Thank you for your reply. I don't mean to imply that there's any kind of direct mathematical relationship between Relativity and Wittgenstein's philosophy, or that Relativity is responsible for any emergent uncertainty in our thinking. It just seemed to me that he was pointing at a certain 'brand' of common error or 'illusion' or paradox that can creep into our worldview if proper care isn't taken to account for the frame that the reference was taken from. That there are certain common 'illusions' that language allows us to create that could (at least partially) be eliminated if we understood that it makes no sense to talk about them because proper care hasn't been taken to account for the frames of reference of that the elements of the argument are rooted in. If proper care had been taken, there would be nothing to talk about.

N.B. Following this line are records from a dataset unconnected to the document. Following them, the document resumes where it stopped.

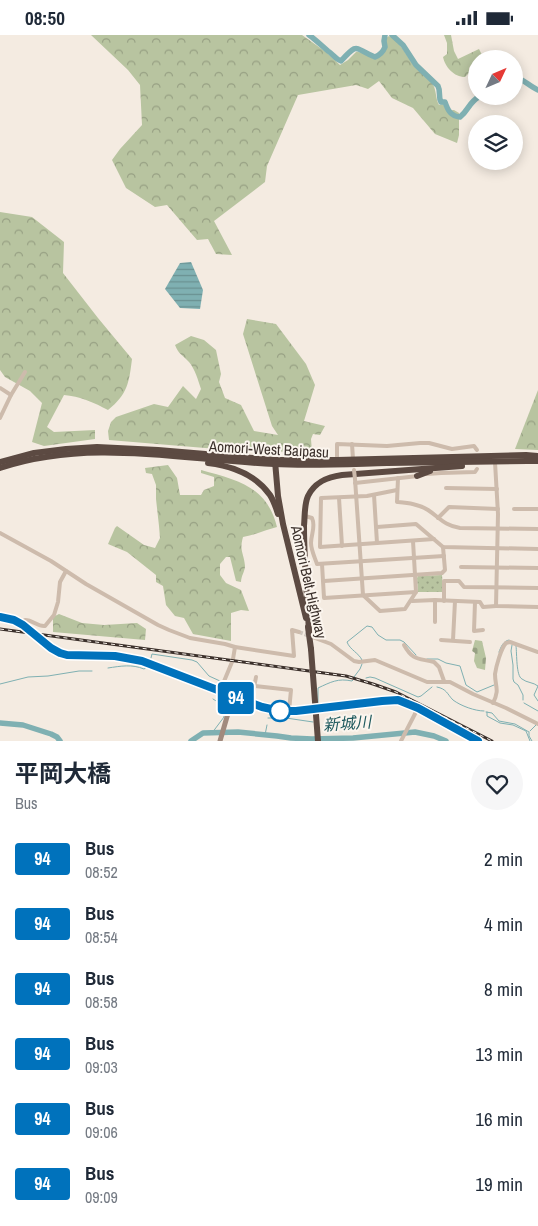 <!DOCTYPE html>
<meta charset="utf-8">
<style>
body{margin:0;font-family:"Archivo Narrow","Noto Sans JP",sans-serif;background:#f6f6f7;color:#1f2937;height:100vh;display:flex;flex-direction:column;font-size:19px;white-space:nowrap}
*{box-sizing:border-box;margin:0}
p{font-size:16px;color:#747a83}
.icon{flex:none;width:28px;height:28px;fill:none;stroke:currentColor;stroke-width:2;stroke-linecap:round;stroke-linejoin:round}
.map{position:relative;height:706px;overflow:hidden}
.panel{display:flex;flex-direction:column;background:#fff;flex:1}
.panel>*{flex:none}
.badge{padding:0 10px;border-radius:4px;font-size:18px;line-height:32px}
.needle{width:32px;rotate:46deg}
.controls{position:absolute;left:468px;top:15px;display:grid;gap:10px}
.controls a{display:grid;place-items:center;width:55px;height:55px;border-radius:50%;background:#fff;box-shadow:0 2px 12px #0003;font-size:25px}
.map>.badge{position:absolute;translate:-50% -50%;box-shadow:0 0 0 2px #fff}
.round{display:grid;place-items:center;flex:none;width:52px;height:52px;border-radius:26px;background:#f6f6f7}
.overview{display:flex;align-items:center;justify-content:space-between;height:85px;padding:0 15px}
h1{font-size:24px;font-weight:700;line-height:38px}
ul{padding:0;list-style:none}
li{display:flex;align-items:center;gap:15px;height:65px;padding:0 15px}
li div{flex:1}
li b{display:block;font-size:19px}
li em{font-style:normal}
li .badge{min-width:55px;font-weight:700;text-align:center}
.status{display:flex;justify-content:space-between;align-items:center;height:35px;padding:0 25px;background:#fff;direction:ltr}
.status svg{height:14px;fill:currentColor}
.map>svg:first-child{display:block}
.forest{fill:url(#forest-crowns)}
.cemetery{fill:url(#cemetery-stones)}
.park{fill:url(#park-dots)}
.water{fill:url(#water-rules)}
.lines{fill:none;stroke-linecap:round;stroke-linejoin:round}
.stream{stroke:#7fb0b2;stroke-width:1}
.river{stroke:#7fb0b2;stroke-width:5.5}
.street-tunnel{stroke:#cfc6bd;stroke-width:4;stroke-dasharray:4 2;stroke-linecap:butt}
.street{stroke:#cdbbac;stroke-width:4}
.secondary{stroke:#a18a7d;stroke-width:5}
.highway{stroke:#5c4a42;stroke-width:6}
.rail-casing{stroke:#3b302b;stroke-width:3}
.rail{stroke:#fbf5ee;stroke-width:1;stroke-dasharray:4;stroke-linecap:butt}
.street-bridge{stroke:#cdbbac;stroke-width:4}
.secondary-bridge{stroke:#a18a7d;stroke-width:5}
.highway-bridge{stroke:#5c4a42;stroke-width:6}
.line-casing{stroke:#fff;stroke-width:11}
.line{stroke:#0072bc;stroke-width:8}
.stop-dot{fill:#fff;stroke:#0072bc;stroke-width:2.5}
.labels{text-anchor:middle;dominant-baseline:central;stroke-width:4;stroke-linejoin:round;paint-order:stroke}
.street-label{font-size:15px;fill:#3b302b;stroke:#fbf5ee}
.water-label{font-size:16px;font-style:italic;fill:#1f5a5e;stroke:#fbf5ee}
</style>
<div class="status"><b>08:50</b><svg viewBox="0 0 49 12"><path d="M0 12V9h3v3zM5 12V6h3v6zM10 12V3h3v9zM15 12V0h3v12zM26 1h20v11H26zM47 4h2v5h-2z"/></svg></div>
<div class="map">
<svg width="538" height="706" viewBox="0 0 538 706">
<defs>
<pattern id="forest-crowns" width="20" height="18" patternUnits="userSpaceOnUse" patternTransform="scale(1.25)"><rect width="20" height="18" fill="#b8c4a0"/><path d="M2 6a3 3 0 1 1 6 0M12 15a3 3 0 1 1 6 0" fill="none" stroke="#97a083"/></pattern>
<pattern id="cemetery-stones" width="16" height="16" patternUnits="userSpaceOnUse" patternTransform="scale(1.25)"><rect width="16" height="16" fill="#b8c4a0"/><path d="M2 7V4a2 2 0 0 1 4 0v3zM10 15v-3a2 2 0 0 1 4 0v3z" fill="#97a083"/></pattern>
<pattern id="park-dots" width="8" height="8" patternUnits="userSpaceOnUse" patternTransform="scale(1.25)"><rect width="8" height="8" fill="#b8c4a0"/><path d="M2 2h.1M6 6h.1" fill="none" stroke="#97a083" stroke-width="1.8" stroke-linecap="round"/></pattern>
<pattern id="water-rules" width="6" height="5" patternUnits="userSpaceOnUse" patternTransform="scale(1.25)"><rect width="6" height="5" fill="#7fb0b2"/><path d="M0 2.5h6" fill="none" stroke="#699091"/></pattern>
</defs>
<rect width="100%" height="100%" fill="#f4ebe1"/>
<!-- forest -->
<g class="forest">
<path d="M91,0H302L326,17L340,30L348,25L356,17C358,17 362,17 364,18C372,22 374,28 382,19C387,14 387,10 385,4L389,1C401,7 406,21 415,31C420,37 427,41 432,48C437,55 435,63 439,70L443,69L447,76L454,75L459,78V100L457,108L435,99L413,73L392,63L379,46L368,54L356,50L298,60L267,131L265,147L214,186L232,220L216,219L208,204L197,205L167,170L155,172L126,153L112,125L120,114L142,90L140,50L128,35Z"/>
<path d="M444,0H451L454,16L458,24L479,14L483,22V24H476V28L471,30L469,33V38L465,42C454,42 445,32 443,22L447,19V8Z"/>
<path d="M0,177L32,182L64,207L63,238L98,283L132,324C129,347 128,359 108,375C95,368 79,361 64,360L47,392L54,397L95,395V404L44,411L32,407L42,368L30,356L5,342L0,335Z"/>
<path d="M247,284L276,289L306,329L315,350L304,386L325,391L320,400L313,399L311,404L312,417L241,416L109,405L108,396L111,387L116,382L154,369L168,372L183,351L196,364L201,354C198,345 195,334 189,327C182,319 179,320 175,310L191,301L204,305L216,315L221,339L219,347L225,363L241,370L254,396L278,400L272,391L243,299Z"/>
<path d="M538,355V415L515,414Z"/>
<path d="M168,430L177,443L180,460H201L204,455L214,451V442L201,438V435C237,445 267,451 277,492C265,495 255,500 243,502C239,516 244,518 245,531C245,536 241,541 241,547L236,546L230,522H226L220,529V540L226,548L241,555L249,576L241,575L231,578V606L193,599L184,583L175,581L166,570L163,551L156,547V540L127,517L108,509L115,493L117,491L144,510L155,513L160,503L159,491L156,464V450L152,439L146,438L145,433Z"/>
<path d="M59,579L82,588L104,590L137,588L146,594L145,605L53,597V582Z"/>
</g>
<!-- cemetery -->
<path class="cemetery" d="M475,605L482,606L486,623L485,635L477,633L474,626L475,618L472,616Z"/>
<!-- park -->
<path class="park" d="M442,540L443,557H418L417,543L418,541Z"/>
<!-- water -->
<path class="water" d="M191,227L203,255L200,274L180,273L165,254L180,228Z"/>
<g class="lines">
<!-- stream -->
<g class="stream">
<path d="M512,610L511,616L513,630V644L514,647L518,650L523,660V665"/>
<path d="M516,611C517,619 516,641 522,644C527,648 533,647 538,651"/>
<path d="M499,617C501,612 503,606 509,605"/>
<path d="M151,623L152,619L192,625L197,627L209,641L220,646"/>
<path d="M427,624H438L446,628L460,631L466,650L477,657L494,650"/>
<path d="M362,625C359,618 350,615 347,607L367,591L372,592L378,600L386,605H400L404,607L416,620"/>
<path d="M108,633C121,631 132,629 144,634L147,632"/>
<path d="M354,642L360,634L362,629"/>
<path d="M366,643L370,642L375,643L418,662L421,661L432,652"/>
<path d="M0,649L28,642L48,641L79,636H92"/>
<path d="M538,651L534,660L538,666"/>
<path d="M437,652C447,654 447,659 453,665C461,671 475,676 484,676"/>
<path d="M318,668V653C331,647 338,643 352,646L353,645"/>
<path d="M524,668L538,676"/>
<path d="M486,677L492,678L499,686L515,689L529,697V701L532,706"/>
<path d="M487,677V681L500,688L513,690L526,696L530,706"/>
<path d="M268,683H286L313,687"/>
<path d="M530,696L536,690"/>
<path d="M212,698L224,682L223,676L221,669L213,664"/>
<path d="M265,700L267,690"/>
</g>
<!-- river -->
<g class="river">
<path d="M309,0C316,5 322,11 328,16C333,19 335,24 341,26C359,6 354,14 375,22C380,20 383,17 385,12L384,6L385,0"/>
<path d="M392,0L403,10L416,30L438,51C441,57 438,62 441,67H445C448,76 451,81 460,82C469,75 468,68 480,61"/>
<path d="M514,41C523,44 529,51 538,55"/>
<path d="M0,688L23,690L51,699L57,702L60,706"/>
<path d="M191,706L203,698L238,697L277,701L291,703L312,704L353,703L415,697L434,701L446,706"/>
</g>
<!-- street-tunnel -->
<path class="street-tunnel" d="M299,597L315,603"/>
<!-- street -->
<g class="street">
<path d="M0,353L11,360"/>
<path d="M0,383L11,360L25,337"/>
<path d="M352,409L353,424"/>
<path d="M337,425V409L387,411L420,408H429L452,414L474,411L477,415"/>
<path d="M495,427L498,479L496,571L538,572"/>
<path d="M427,439L441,438L475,437L477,434"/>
<path d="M398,443L397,467C407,468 419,469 428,475C440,483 445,491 460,493L538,494"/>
<path d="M355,444L363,560L380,576L405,574L416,557L413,506"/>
<path d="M355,448L418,441"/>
<path d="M446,453L497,454"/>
<path d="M397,455L367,461L321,463L320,512L434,504"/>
<path d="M374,460L377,508"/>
<path d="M339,463L342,511"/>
<path d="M514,474H538"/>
<path d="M305,481L312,483C316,492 311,499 311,508C311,515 315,523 317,529L444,521"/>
<path d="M438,483L449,472L498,474"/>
<path d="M377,492L416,489L443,512L538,514"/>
<path d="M0,498L51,526L86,549L158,590L169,595L190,603L225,609L235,612L294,621L292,595L299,597"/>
<path d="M322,529L324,563L416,557"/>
<path d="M461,532L538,533"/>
<path d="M324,546L442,538L445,535L443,512"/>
<path d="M412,566L435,565L480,567L483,572L496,571"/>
<path d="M444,566V546H459L464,552L538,553"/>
<path d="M475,567L474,596L483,595"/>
<path d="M435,587V565"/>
<path d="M21,589L25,585C33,585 38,592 45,591L54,580L58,567L60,547L66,536"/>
<path d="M315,603L331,609L354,626L359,627L375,625L427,647H450L473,659L506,673L538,689"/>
<path d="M441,605L470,607"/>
<path d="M453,605L455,566"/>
<path d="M404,610C413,626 418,623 434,627L439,632L444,646"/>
<path d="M233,624L235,612"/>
<path d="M255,651L291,655L289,676"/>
<path d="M220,656L232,627"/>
<path d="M493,668C500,654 495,652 495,639C496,632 501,613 506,608L510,607L538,617"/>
<path d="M251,669L256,642"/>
<path d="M401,706L418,673"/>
</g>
<!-- secondary -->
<g class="secondary">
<path d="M0,582L14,585L23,590"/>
<path d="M42,607L60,618L67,620L115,621L142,626L251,669L268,674L296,676L382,666L398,665L418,673L478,706"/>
<path d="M220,706L233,661"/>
</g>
<!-- highway -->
<g class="highway">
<path d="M275,426L278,461L283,489L306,583"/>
<path d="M0,427L34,418L66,414L97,412L158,415L275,425H337L526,420L538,421"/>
<path d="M208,428C232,431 256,440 270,460C274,466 276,473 278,479"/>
<path d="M0,433C89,403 183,425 274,429C311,431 349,429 387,428C434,427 480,427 527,426H538"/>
<path d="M417,441L430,436"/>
<path d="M308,592L311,614"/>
<path d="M309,596C307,561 304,526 304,491C305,481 304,470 308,461C315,447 327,442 342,440L462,431"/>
</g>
<!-- rail casing -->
<g class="rail-casing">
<path id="rail" d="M0,594L346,641L373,649L396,657L492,706"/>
</g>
<!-- rail -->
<use href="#rail" class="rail"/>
<!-- street-bridge -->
<path class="street-bridge" d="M354,435L355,444"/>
<!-- secondary-bridge -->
<path class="secondary-bridge" d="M23,590L42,607"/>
<!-- highway-bridge -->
<path class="highway-bridge" d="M311,614L318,706"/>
</g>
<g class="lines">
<!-- line casing -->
<g class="line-casing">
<path id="line" d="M0,582L14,585L23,590L51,613L60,618L67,620L115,621L142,626L262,672L280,676H296L382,666L398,665L418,673L478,706"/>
</g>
<!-- line -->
<use href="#line" class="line"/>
</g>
<!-- markers -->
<circle class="stop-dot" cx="280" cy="676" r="10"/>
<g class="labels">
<!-- street labels -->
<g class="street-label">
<text transform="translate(269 414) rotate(3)">Aomori-West Baipasu</text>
<text transform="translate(309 547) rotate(77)">Aomori Belt Highway</text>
</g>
<!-- water labels -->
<g class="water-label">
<text transform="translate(347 688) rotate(-4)">新城川</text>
</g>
</g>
</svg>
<div class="controls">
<a><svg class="needle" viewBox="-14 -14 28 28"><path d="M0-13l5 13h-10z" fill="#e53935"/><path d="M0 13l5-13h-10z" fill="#747a83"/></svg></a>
<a><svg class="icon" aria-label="layers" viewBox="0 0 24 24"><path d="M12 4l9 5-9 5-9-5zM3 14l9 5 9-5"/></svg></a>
</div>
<b class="badge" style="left:236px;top:663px;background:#0072bc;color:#fff">94</b>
</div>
<section class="panel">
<div class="overview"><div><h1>平岡大橋</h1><p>Bus</p></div><a class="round"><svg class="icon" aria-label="heart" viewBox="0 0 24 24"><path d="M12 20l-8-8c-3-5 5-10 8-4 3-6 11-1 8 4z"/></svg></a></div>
<ul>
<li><span class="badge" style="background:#0072bc;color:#fff">94</span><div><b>Bus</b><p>08:52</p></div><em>2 min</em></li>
<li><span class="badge" style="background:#0072bc;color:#fff">94</span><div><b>Bus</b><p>08:54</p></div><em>4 min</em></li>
<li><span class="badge" style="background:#0072bc;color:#fff">94</span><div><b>Bus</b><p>08:58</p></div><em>8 min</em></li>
<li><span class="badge" style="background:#0072bc;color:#fff">94</span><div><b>Bus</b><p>09:03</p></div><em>13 min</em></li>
<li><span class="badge" style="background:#0072bc;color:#fff">94</span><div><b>Bus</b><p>09:06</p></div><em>16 min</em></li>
<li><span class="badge" style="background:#0072bc;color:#fff">94</span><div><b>Bus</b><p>09:09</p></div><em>19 min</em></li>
</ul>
</section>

The reason Einstein is the most famous scientist isn't really because of E=MC2, etc.. (Although that's definitely part of it). It's because he more or less obliterated the previously held Newtonian world view by simply pointing out that many of the difficult problems that we have in our understanding of the world could be easily solved by taking care to properly account for different frames of reference involved. What this lead to was such an incredibly counter intuitive shift in our previously held world view that it decimated deeply fortified pillars of our understanding, and evaporated many of our 'illusions' about the Universe, while at the same time, it answered many of our hardest questions perfectly. It was such a revolutionary catastrophe to what we thought we knew about the world that most people, over a hundred years later, still wrestle with it. But it's one of the most reliable scientific theories we've got, it's used every day, and has never been proven wrong.

It's this shift in the way of thinking about and 'measuring' the world without a preferred reference frame, and this 'type' of error that I thought I saw being pointed at in On Certainty. Although he pointed at different things in different ways along the way.

On Certainty is the only Wittgenstein and the only true philosophy I've ever really read, so I may have misinterpreted what was being said. I did find it challenging. I'm definitely more of an armchair physicist than an armchair philosopher, but I enjoyed reading it.